### Instructions for the task:
Copy out, from the entries below, each line holding the string "Minified".

### Data in this exercise:

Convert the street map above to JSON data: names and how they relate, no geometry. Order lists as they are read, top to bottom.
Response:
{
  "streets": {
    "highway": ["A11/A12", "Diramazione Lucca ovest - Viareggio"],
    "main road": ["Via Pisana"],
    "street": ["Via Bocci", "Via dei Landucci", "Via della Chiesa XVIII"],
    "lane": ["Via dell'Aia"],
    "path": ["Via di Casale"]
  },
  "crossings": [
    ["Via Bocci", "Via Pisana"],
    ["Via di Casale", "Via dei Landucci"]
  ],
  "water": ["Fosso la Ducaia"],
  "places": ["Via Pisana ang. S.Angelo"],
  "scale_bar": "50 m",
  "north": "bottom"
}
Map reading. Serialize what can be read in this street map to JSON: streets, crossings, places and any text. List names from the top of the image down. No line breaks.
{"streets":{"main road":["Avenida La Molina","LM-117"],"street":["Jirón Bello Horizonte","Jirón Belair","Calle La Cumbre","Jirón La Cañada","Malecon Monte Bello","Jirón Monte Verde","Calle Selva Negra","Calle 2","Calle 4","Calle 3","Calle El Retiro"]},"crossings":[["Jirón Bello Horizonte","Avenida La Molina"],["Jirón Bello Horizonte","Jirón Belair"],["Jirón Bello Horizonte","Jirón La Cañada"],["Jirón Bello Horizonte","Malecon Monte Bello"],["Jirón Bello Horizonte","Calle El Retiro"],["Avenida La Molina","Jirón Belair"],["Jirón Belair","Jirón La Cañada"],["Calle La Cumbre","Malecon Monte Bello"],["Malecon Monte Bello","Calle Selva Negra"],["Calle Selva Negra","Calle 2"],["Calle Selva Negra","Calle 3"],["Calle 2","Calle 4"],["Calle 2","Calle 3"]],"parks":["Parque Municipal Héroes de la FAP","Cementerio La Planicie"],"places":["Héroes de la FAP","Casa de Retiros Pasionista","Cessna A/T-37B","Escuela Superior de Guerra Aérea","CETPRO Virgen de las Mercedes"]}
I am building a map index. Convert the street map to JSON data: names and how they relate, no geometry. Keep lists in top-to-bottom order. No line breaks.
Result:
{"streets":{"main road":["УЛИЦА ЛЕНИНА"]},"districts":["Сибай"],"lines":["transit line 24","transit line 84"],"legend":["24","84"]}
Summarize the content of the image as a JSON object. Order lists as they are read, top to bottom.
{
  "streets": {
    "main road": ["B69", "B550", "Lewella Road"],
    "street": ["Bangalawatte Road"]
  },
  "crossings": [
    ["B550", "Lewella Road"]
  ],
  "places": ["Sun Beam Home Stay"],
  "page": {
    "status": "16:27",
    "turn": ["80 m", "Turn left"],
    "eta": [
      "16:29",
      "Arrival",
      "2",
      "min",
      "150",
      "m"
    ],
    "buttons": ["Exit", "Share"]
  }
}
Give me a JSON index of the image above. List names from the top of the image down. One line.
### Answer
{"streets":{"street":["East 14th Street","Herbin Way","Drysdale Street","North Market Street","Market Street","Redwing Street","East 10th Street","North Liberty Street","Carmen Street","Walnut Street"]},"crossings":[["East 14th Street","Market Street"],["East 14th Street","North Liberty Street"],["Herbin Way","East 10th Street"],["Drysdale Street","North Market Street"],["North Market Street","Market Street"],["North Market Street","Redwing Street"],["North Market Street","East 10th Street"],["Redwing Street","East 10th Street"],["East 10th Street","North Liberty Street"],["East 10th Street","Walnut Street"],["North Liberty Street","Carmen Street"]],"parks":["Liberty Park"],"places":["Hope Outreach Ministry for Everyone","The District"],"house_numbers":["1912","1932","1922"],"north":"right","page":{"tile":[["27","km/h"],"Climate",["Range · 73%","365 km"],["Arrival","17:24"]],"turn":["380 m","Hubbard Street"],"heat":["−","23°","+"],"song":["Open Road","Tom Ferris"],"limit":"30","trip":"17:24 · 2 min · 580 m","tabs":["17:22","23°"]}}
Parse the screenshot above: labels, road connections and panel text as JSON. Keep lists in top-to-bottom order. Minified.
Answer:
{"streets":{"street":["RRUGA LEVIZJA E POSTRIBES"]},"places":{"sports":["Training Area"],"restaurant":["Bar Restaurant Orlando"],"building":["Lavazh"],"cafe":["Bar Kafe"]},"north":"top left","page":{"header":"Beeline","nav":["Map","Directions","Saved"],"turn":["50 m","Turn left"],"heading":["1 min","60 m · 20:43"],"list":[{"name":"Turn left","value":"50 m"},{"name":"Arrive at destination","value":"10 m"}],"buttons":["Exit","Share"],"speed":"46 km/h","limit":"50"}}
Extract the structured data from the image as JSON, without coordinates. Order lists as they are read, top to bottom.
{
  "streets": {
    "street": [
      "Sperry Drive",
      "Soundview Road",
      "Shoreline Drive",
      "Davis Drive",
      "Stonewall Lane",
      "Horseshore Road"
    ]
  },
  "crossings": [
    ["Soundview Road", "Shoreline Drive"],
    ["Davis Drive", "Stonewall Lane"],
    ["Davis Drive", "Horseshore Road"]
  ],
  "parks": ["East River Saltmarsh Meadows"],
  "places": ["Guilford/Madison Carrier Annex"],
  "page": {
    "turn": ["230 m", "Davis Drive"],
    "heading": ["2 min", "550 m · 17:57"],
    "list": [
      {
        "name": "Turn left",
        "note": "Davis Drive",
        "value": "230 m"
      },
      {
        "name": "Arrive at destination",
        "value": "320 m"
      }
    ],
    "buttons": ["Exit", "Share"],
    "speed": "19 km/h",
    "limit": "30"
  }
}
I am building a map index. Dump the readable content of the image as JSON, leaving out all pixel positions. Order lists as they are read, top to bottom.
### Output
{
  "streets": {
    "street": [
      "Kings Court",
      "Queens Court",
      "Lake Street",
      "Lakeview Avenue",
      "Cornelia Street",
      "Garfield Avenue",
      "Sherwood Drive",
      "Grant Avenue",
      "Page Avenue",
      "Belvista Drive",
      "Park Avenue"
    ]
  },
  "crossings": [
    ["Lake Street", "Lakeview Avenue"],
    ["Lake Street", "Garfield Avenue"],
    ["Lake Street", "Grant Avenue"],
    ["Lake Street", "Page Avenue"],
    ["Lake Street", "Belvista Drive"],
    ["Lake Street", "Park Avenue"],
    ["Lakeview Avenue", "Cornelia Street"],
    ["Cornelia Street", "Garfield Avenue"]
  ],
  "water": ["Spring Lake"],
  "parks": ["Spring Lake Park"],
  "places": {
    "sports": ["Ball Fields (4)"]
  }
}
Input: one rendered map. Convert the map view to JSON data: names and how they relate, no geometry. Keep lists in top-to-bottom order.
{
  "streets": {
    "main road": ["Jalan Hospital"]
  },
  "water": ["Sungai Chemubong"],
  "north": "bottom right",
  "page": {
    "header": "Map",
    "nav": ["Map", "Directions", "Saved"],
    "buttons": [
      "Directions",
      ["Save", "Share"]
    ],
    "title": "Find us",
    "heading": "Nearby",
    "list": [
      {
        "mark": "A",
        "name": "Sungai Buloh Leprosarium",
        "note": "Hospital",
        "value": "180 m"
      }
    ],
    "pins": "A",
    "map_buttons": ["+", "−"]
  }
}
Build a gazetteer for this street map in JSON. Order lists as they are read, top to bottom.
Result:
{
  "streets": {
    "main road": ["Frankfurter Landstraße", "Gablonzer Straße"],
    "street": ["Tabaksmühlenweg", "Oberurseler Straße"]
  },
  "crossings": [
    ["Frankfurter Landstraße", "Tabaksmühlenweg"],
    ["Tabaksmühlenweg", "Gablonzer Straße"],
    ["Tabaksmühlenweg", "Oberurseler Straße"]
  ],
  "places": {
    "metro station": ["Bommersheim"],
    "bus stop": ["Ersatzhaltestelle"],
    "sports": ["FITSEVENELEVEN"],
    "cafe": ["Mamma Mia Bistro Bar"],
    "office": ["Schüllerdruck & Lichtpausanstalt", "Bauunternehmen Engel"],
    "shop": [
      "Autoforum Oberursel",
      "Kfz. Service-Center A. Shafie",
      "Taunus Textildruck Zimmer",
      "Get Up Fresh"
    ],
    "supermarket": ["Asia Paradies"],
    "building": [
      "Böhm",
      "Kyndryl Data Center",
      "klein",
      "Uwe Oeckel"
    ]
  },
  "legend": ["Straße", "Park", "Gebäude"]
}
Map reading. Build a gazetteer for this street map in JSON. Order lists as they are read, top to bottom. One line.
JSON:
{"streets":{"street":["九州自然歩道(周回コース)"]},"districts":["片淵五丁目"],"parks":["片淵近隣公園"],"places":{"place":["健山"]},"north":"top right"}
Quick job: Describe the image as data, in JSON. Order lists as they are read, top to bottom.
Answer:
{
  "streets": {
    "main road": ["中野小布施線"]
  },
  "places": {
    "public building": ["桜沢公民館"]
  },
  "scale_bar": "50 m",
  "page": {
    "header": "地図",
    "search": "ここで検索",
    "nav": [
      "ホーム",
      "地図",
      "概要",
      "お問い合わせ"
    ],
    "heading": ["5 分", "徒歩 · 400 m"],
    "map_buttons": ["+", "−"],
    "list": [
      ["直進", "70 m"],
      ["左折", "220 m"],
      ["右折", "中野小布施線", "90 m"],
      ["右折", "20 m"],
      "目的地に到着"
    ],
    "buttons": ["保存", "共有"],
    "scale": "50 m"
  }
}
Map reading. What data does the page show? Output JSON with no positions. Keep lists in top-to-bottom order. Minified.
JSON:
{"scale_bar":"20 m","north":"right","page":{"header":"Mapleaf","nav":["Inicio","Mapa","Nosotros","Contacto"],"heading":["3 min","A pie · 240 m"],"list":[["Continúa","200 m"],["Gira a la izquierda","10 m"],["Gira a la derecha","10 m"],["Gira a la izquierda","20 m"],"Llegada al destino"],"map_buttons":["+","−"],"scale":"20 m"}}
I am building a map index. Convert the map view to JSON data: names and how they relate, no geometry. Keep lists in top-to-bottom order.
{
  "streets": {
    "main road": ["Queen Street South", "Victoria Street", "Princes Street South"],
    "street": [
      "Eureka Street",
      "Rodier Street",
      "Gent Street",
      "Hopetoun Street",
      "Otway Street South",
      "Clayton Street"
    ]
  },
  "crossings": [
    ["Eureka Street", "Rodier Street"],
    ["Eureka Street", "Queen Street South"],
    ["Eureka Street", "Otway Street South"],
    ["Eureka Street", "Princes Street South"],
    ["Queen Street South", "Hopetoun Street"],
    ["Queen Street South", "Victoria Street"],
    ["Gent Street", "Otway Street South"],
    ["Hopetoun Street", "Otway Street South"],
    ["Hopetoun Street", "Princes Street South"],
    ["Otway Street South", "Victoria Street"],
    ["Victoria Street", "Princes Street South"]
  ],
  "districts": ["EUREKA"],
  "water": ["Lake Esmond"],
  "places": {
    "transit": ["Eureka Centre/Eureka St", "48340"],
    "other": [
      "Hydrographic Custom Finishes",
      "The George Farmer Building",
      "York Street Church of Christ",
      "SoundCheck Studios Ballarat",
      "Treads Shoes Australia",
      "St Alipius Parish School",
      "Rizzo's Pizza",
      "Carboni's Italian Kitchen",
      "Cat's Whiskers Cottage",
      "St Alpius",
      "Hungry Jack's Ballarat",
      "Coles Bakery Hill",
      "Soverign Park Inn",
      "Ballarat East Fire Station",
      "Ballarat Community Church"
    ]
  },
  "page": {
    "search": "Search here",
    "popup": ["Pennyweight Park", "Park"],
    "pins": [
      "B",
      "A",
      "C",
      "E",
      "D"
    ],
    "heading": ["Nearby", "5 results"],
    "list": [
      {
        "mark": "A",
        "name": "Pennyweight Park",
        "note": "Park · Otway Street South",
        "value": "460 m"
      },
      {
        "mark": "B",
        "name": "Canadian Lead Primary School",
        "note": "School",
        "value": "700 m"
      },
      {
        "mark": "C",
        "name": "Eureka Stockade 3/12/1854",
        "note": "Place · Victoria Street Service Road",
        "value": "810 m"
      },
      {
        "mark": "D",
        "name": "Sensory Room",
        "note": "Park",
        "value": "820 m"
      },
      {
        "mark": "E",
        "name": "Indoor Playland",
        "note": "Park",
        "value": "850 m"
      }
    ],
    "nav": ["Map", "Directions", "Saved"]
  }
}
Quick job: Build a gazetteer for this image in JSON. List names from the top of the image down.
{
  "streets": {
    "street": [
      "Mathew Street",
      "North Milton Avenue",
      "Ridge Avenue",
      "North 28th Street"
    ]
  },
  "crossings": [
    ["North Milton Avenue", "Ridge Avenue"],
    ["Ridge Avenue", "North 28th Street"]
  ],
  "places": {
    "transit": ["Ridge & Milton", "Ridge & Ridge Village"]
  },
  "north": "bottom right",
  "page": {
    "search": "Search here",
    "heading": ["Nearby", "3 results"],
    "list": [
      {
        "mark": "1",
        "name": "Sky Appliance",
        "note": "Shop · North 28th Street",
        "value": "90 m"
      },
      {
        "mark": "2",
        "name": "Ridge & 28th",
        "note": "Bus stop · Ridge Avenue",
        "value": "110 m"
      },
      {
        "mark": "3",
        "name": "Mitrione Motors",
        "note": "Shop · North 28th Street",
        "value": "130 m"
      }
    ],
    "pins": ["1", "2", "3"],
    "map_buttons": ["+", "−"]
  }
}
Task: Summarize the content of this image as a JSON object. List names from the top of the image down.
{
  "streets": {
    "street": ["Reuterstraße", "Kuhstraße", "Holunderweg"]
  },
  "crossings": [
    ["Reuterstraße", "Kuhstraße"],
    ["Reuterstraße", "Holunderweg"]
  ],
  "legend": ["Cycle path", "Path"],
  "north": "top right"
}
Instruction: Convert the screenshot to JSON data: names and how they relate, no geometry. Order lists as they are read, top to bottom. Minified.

### Exercise output:
Parse the screenshot above: labels, road connections and panel text as JSON. Keep lists in top-to-bottom order. Minified.
Map reading. What data does the page show? Output JSON with no positions. Keep lists in top-to-bottom order. Minified.
Instruction: Convert the screenshot to JSON data: names and how they relate, no geometry. Order lists as they are read, top to bottom. Minified.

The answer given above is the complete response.